What the exercise asks
From the listing below, set down exactly the lines between the one holding "position:relative; width:797px; height:778px;" and the one holding "width:19px; height:19px; translate:-50%", inclusive. No other line is wanted.

Recorded data
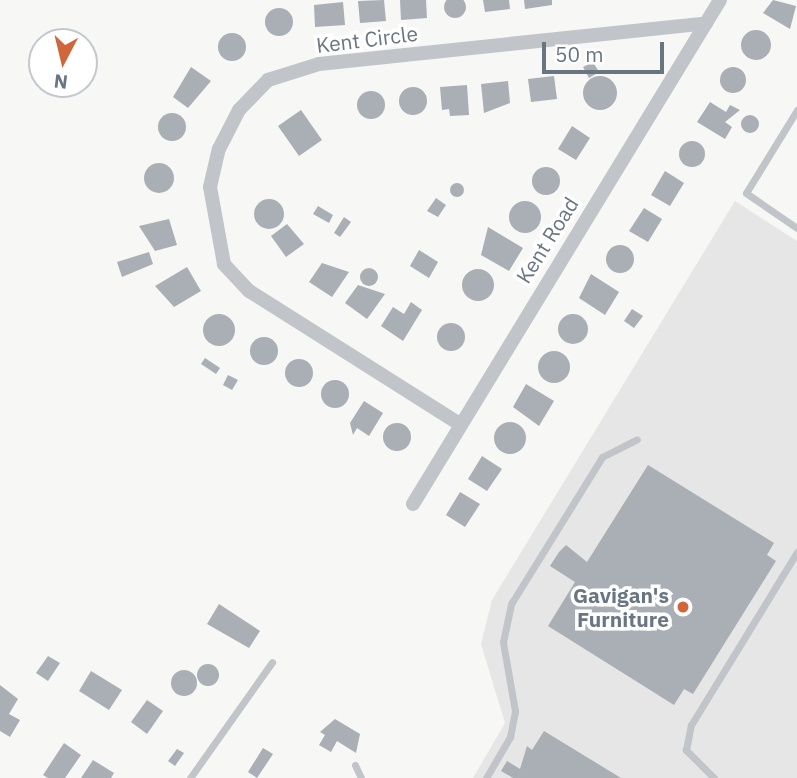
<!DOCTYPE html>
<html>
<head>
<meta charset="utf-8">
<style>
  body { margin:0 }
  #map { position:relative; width:797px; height:778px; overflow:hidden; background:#f7f7f5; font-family:"IBM Plex Sans",sans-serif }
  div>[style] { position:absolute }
  .built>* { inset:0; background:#e5e6e5 }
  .building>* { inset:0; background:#a9afb4 }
  .round { border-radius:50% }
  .lane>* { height:7px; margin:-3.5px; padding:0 3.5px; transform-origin:3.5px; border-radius:3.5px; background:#c1c4c8 }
  .street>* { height:14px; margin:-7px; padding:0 7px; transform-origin:7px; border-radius:7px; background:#c1c4c8 }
  .dots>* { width:19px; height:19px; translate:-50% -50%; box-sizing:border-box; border:4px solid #fff; border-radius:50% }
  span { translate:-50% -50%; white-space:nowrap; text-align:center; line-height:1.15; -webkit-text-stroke:7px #fff; paint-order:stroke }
  .street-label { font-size:21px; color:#697682 }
  .poi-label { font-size:21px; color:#697682; font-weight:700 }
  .right { translate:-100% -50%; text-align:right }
  .north { position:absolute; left:28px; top:28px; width:70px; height:70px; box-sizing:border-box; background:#fff; border:2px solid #c3c8cd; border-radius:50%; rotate:187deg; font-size:19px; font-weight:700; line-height:28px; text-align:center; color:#697682 }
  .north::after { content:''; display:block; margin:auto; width:24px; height:32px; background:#d0673c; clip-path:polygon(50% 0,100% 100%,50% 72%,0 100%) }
  .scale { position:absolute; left:542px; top:42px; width:122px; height:32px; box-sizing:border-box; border:4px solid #697682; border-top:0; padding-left:9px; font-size:21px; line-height:24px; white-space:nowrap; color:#697682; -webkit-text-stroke:5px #fff; paint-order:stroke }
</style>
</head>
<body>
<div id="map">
  <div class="built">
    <div style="clip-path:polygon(735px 201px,797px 241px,797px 778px,473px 778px,505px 723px,481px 644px,492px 600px)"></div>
  </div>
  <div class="building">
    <div class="round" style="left:444px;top:-4px;width:22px;height:22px"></div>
    <div style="clip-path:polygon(384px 0,386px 21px,360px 23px,358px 1px)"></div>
    <div style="clip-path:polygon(400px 0,426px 0,427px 18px,401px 20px)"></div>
    <div style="clip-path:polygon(483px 0,509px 0,510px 9px,485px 12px)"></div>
    <div style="clip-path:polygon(524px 0,552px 0,552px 5px,525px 9px)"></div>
    <div style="clip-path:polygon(773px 0,796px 6px,790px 29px,763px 13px)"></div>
    <div style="clip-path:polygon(343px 2px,345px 25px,315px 27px,314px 5px)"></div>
    <div class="round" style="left:265px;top:8px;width:28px;height:28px"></div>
    <div class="round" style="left:741px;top:30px;width:30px;height:30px"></div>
    <div class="round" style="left:218px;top:33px;width:28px;height:28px"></div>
    <div style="clip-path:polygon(593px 62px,599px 72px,589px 78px,583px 67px)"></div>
    <div style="clip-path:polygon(191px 67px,211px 81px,188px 108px,173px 97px)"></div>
    <div class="round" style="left:720px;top:67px;width:26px;height:26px"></div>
    <div class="round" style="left:583px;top:76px;width:34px;height:34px"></div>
    <div style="clip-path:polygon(554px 76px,557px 99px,531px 102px,528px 79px)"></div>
    <div style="clip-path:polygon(508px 81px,510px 103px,484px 113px,481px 84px)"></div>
    <div style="clip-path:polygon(467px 85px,469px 115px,450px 116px,449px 109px,442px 110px,440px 87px)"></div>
    <div class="round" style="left:399px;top:87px;width:28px;height:28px"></div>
    <div class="round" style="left:357px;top:91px;width:28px;height:28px"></div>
    <div style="clip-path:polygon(710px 102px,726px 112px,730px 105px,740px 110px,725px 122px,732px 127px,725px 139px,697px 122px)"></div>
    <div style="clip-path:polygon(301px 110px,322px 140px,299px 156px,278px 126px)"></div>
    <div class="round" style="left:158px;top:113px;width:28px;height:28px"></div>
    <div class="round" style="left:741px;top:115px;width:18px;height:18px"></div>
    <div style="clip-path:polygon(572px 126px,590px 138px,576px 160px,558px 149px)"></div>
    <div class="round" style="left:679px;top:141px;width:26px;height:26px"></div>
    <div class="round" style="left:144px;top:163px;width:30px;height:30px"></div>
    <div class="round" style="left:532px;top:167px;width:28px;height:28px"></div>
    <div style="clip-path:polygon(665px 171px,684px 183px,670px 206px,651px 195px)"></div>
    <div class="round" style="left:450px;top:183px;width:14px;height:14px"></div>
    <div style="clip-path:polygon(436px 198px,446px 205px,438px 217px,427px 211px)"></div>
    <div class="round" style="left:254px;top:199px;width:30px;height:30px"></div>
    <div class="round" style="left:509px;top:201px;width:32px;height:32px"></div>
    <div style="clip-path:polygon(318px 206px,333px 215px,329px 223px,313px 214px)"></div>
    <div style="clip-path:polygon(644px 208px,662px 219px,648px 242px,629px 231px)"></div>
    <div style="clip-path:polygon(344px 217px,351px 222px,340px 237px,334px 233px)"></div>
    <div style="clip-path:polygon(169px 219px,177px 245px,155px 251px,139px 226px)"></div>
    <div style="clip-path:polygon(287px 224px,304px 244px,286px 257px,271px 236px)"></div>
    <div style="clip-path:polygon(488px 227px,523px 248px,509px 271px,481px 255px)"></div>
    <div class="round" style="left:606px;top:245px;width:28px;height:28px"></div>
    <div style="clip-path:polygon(419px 250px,438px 262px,429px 278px,410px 266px)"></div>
    <div style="clip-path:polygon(149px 252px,153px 264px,122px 277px,117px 262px)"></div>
    <div style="clip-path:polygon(322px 263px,349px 272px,332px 297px,309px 282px)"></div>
    <div style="clip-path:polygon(187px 267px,201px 291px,174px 307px,155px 286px)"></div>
    <div class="round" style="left:360px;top:268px;width:18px;height:18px"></div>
    <div class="round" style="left:462px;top:269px;width:32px;height:32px"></div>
    <div style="clip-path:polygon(591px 274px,619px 292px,605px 315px,579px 298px)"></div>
    <div style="clip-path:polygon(358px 285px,385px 294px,367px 319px,345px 303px)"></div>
    <div style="clip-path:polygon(411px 302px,422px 310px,403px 341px,381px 326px,393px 307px,404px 314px)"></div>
    <div style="clip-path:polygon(632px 309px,643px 316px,634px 328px,624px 321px)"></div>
    <div class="round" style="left:558px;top:314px;width:30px;height:30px"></div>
    <div class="round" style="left:203px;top:314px;width:32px;height:32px"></div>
    <div class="round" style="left:437px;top:323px;width:28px;height:28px"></div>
    <div class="round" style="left:250px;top:337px;width:28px;height:28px"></div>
    <div class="round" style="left:538px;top:351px;width:32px;height:32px"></div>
    <div style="clip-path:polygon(205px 358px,220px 368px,216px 374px,201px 364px)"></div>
    <div class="round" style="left:285px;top:359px;width:28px;height:28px"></div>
    <div style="clip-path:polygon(228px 375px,238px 380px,232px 390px,223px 385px)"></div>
    <div class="round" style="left:321px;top:380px;width:28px;height:28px"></div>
    <div style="clip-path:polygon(526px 384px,554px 401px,539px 426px,513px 407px)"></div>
    <div style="clip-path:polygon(364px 401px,383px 413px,369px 436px,357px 428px,353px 435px,350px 423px)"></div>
    <div class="round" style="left:494px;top:422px;width:32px;height:32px"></div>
    <div class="round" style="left:383px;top:423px;width:28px;height:28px"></div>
    <div style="clip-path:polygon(482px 456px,502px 469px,487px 491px,468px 479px)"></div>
    <div style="clip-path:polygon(648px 465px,774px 543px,767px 555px,776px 561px,693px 694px,684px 689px,674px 705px,548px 626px,575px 582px,550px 566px,559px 552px,566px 545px,587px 562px)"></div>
    <div style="clip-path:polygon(460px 492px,480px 504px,465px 527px,446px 515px)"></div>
    <div style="clip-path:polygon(219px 604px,260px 631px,249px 648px,207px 624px)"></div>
    <div style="clip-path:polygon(48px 656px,60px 663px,48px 681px,36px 673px)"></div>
    <div class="round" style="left:197px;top:664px;width:22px;height:22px"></div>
    <div class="round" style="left:171px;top:670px;width:26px;height:26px"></div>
    <div style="clip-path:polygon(91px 671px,122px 690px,109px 710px,79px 691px)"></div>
    <div style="clip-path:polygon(0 685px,18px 699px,9px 714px,20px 720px,10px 737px,0 731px)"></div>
    <div style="clip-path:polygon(147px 700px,163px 711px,147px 734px,131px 722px)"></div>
    <div style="clip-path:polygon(335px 719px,360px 734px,356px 753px,337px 741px,331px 752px,319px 745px,325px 735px,320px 732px)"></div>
    <div style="clip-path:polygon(544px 731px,621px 778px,513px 778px,501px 771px,507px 761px,520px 769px,527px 746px,532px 750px)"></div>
    <div style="clip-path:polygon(64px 743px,81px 755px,65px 778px,48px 778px,43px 775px)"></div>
    <div style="clip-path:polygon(263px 748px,273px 754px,257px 778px,248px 772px)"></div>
    <div style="clip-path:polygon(177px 749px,184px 753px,175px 766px,168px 761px)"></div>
    <div style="clip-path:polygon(93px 760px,114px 773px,111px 778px,81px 778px)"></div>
  </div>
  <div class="lane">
    <div style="left:797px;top:110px;width:97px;rotate:121.6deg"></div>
    <div style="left:746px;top:193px;width:62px;rotate:34.5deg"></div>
    <div style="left:355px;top:765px;width:14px;rotate:65deg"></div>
    <div style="left:190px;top:778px;width:142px;rotate:-54.7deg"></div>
    <div style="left:486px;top:778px;width:48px;rotate:-59.7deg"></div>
    <div style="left:510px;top:737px;width:26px;rotate:-79deg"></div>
    <div style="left:515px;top:711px;width:70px;rotate:-99.9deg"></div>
    <div style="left:503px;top:642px;width:39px;rotate:-78deg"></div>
    <div style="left:511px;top:604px;width:173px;rotate:-58.2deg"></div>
    <div style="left:602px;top:457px;width:39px;rotate:-27deg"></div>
    <div style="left:714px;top:778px;width:40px;rotate:-135deg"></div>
    <div style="left:686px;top:750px;width:25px;rotate:-79deg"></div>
    <div style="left:691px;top:725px;width:203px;rotate:-58.5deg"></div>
  </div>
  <div class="street">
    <div style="left:458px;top:423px;width:247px;rotate:-147.7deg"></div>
    <div style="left:249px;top:291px;width:37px;rotate:-133deg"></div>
    <div style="left:224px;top:264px;width:78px;rotate:-100.3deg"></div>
    <div style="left:210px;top:187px;width:39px;rotate:-77deg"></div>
    <div style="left:219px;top:149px;width:44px;rotate:-62.9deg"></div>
    <div style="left:239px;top:110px;width:42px;rotate:-46deg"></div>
    <div style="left:268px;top:80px;width:53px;rotate:-17.4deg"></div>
    <div style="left:319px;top:64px;width:389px;rotate:-6deg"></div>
    <div style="left:413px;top:504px;width:590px;rotate:-58.65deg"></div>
  </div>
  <div class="dots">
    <div style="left:683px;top:607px;background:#d0673c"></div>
  </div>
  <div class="street-label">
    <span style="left:367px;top:39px;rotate:-7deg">Kent Circle</span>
    <span style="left:547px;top:240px;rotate:-58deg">Kent Road</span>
  </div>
  <div class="poi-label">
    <span class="right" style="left:669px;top:607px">Gavigan's<br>Furniture</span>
  </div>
  <div class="north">N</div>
  <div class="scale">50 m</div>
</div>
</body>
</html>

Solution for this problem
  #map { position:relative; width:797px; height:778px; overflow:hidden; background:#f7f7f5; font-family:"IBM Plex Sans",sans-serif }
  div>[style] { position:absolute }
  .built>* { inset:0; background:#e5e6e5 }
  .building>* { inset:0; background:#a9afb4 }
  .round { border-radius:50% }
  .lane>* { height:7px; margin:-3.5px; padding:0 3.5px; transform-origin:3.5px; border-radius:3.5px; background:#c1c4c8 }
  .street>* { height:14px; margin:-7px; padding:0 7px; transform-origin:7px; border-radius:7px; background:#c1c4c8 }
  .dots>* { width:19px; height:19px; translate:-50% -50%; box-sizing:border-box; border:4px solid #fff; border-radius:50% }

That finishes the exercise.